_Problem requirements_
As the lines appear below, please set them down exactly, starting at the first and finishing with the one containing "position:absolute; left:16px; top:16px;".

---- Data provided

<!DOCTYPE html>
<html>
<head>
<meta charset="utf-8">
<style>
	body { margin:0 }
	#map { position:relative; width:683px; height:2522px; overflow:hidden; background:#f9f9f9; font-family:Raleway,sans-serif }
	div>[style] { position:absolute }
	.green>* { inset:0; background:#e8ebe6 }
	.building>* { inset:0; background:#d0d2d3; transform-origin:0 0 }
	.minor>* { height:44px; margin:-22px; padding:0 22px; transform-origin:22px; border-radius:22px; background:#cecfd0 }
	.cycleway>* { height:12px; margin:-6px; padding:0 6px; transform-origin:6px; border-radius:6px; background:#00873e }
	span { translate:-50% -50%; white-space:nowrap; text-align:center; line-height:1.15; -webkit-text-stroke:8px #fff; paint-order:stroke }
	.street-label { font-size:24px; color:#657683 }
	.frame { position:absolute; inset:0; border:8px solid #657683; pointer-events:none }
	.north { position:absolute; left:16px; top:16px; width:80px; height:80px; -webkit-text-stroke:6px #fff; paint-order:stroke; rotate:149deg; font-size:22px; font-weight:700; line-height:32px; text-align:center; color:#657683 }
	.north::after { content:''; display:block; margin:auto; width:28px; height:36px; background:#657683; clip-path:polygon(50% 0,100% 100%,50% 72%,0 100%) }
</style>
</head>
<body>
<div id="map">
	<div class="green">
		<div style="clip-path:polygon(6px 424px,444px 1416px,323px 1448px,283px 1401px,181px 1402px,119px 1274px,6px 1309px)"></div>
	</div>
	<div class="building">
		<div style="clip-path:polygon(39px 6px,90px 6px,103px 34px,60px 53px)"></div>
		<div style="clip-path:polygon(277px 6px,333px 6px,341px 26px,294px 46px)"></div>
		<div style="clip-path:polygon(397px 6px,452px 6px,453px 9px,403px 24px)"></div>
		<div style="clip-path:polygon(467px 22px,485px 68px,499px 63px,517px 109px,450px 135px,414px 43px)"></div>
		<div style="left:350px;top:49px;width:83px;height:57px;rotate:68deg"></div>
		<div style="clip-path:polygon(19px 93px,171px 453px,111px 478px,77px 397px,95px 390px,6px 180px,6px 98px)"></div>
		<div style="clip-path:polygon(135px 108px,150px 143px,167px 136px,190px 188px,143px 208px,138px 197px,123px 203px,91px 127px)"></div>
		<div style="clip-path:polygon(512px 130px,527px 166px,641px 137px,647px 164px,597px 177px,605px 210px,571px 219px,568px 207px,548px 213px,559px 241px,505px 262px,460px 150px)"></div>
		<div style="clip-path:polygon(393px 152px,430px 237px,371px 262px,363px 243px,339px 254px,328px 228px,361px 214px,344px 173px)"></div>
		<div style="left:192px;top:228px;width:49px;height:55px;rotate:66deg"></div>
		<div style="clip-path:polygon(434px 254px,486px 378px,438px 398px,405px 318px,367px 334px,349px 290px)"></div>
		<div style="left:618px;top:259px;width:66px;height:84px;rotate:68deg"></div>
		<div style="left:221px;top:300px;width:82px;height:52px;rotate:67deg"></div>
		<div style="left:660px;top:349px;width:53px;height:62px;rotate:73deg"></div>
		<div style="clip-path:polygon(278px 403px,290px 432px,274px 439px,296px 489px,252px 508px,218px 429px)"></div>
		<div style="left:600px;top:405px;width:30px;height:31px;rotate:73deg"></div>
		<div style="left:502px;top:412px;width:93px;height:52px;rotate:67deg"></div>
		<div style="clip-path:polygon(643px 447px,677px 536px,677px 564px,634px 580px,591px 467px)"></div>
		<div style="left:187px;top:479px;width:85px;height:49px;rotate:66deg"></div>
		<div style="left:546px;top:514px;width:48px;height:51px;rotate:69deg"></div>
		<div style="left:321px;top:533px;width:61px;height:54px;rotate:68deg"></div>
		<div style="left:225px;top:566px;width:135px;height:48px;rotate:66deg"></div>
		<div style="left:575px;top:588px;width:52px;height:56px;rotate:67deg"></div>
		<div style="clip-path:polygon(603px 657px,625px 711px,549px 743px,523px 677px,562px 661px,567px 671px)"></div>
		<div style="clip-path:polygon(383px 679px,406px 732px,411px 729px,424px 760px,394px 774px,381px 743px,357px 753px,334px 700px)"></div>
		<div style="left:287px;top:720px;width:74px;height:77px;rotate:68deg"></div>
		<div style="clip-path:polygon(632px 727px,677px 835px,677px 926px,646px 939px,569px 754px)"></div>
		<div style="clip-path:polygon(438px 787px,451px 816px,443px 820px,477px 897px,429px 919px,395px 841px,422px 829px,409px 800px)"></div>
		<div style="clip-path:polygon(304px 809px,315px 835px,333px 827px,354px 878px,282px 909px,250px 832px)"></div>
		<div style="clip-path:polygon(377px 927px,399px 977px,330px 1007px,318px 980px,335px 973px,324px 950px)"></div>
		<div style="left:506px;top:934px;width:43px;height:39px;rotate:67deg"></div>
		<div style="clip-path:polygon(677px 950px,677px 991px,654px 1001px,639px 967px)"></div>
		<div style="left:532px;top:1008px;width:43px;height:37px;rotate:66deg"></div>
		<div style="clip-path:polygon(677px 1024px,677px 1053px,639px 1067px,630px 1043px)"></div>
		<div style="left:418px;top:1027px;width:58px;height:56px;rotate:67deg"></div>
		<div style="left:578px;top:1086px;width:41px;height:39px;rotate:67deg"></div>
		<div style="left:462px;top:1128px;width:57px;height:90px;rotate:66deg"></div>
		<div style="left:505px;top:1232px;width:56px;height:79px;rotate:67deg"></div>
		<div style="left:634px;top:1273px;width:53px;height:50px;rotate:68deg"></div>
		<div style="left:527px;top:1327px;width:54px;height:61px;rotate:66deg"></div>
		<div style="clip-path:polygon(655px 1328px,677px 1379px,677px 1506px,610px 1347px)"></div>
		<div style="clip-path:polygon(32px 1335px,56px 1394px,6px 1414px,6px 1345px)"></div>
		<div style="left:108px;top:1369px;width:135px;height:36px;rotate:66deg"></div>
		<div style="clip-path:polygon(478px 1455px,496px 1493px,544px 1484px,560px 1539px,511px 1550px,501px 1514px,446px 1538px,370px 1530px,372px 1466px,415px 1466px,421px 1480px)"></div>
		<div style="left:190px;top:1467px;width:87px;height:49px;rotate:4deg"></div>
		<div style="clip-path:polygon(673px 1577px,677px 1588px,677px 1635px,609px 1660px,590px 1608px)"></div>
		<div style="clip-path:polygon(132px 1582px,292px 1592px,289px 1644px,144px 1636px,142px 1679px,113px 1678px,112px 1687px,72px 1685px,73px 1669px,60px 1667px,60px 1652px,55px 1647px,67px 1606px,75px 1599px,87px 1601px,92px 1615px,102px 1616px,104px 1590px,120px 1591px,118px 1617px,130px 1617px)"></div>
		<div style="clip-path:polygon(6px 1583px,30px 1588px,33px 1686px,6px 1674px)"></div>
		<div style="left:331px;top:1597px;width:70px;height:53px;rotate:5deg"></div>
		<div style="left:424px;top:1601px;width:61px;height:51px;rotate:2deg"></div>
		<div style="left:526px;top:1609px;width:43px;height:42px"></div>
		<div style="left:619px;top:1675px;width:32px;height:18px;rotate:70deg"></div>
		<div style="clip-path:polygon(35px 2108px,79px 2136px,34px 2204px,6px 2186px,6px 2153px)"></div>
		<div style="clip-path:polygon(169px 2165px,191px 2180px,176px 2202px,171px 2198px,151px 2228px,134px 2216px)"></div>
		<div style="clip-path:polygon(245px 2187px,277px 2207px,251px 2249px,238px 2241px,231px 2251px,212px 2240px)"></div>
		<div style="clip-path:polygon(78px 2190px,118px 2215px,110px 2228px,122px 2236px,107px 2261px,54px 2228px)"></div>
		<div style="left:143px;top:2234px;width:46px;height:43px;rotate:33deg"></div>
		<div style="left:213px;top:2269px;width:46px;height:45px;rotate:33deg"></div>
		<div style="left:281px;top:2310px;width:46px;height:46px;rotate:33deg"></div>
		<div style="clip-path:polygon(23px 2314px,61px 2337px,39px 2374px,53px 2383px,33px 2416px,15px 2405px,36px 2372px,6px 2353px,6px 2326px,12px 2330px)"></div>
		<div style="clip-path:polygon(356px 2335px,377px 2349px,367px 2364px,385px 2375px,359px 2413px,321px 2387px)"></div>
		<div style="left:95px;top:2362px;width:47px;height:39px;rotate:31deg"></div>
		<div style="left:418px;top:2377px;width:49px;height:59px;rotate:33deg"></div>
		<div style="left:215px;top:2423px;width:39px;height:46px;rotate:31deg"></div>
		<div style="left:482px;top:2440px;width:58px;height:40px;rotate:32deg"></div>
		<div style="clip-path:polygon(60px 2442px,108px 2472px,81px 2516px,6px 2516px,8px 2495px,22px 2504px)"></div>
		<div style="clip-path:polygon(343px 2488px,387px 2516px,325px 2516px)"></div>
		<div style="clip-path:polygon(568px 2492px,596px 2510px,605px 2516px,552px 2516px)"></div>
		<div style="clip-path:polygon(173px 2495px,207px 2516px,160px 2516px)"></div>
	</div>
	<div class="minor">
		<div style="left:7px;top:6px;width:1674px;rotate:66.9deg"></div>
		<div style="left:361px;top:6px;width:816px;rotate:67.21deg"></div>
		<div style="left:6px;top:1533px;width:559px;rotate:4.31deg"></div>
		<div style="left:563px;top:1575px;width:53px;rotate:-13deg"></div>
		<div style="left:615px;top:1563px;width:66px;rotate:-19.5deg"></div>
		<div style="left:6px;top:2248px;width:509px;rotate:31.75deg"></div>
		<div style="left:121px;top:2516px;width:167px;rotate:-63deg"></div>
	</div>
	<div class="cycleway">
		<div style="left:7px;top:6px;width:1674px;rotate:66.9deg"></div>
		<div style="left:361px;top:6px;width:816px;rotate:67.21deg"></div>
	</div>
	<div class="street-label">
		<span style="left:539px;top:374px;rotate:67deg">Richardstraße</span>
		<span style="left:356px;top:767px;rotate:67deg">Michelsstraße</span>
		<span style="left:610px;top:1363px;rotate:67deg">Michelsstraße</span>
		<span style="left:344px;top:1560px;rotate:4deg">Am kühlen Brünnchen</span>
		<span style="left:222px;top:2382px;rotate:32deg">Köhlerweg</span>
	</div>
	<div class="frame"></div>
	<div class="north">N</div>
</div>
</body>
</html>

--------

_Answer box_
<!DOCTYPE html>
<html>
<head>
<meta charset="utf-8">
<style>
	body { margin:0 }
	#map { position:relative; width:683px; height:2522px; overflow:hidden; background:#f9f9f9; font-family:Raleway,sans-serif }
	div>[style] { position:absolute }
	.green>* { inset:0; background:#e8ebe6 }
	.building>* { inset:0; background:#d0d2d3; transform-origin:0 0 }
	.minor>* { height:44px; margin:-22px; padding:0 22px; transform-origin:22px; border-radius:22px; background:#cecfd0 }
	.cycleway>* { height:12px; margin:-6px; padding:0 6px; transform-origin:6px; border-radius:6px; background:#00873e }
	span { translate:-50% -50%; white-space:nowrap; text-align:center; line-height:1.15; -webkit-text-stroke:8px #fff; paint-order:stroke }
	.street-label { font-size:24px; color:#657683 }
	.frame { position:absolute; inset:0; border:8px solid #657683; pointer-events:none }
	.north { position:absolute; left:16px; top:16px; width:80px; height:80px; -webkit-text-stroke:6px #fff; paint-order:stroke; rotate:149deg; font-size:22px; font-weight:700; line-height:32px; text-align:center; color:#657683 }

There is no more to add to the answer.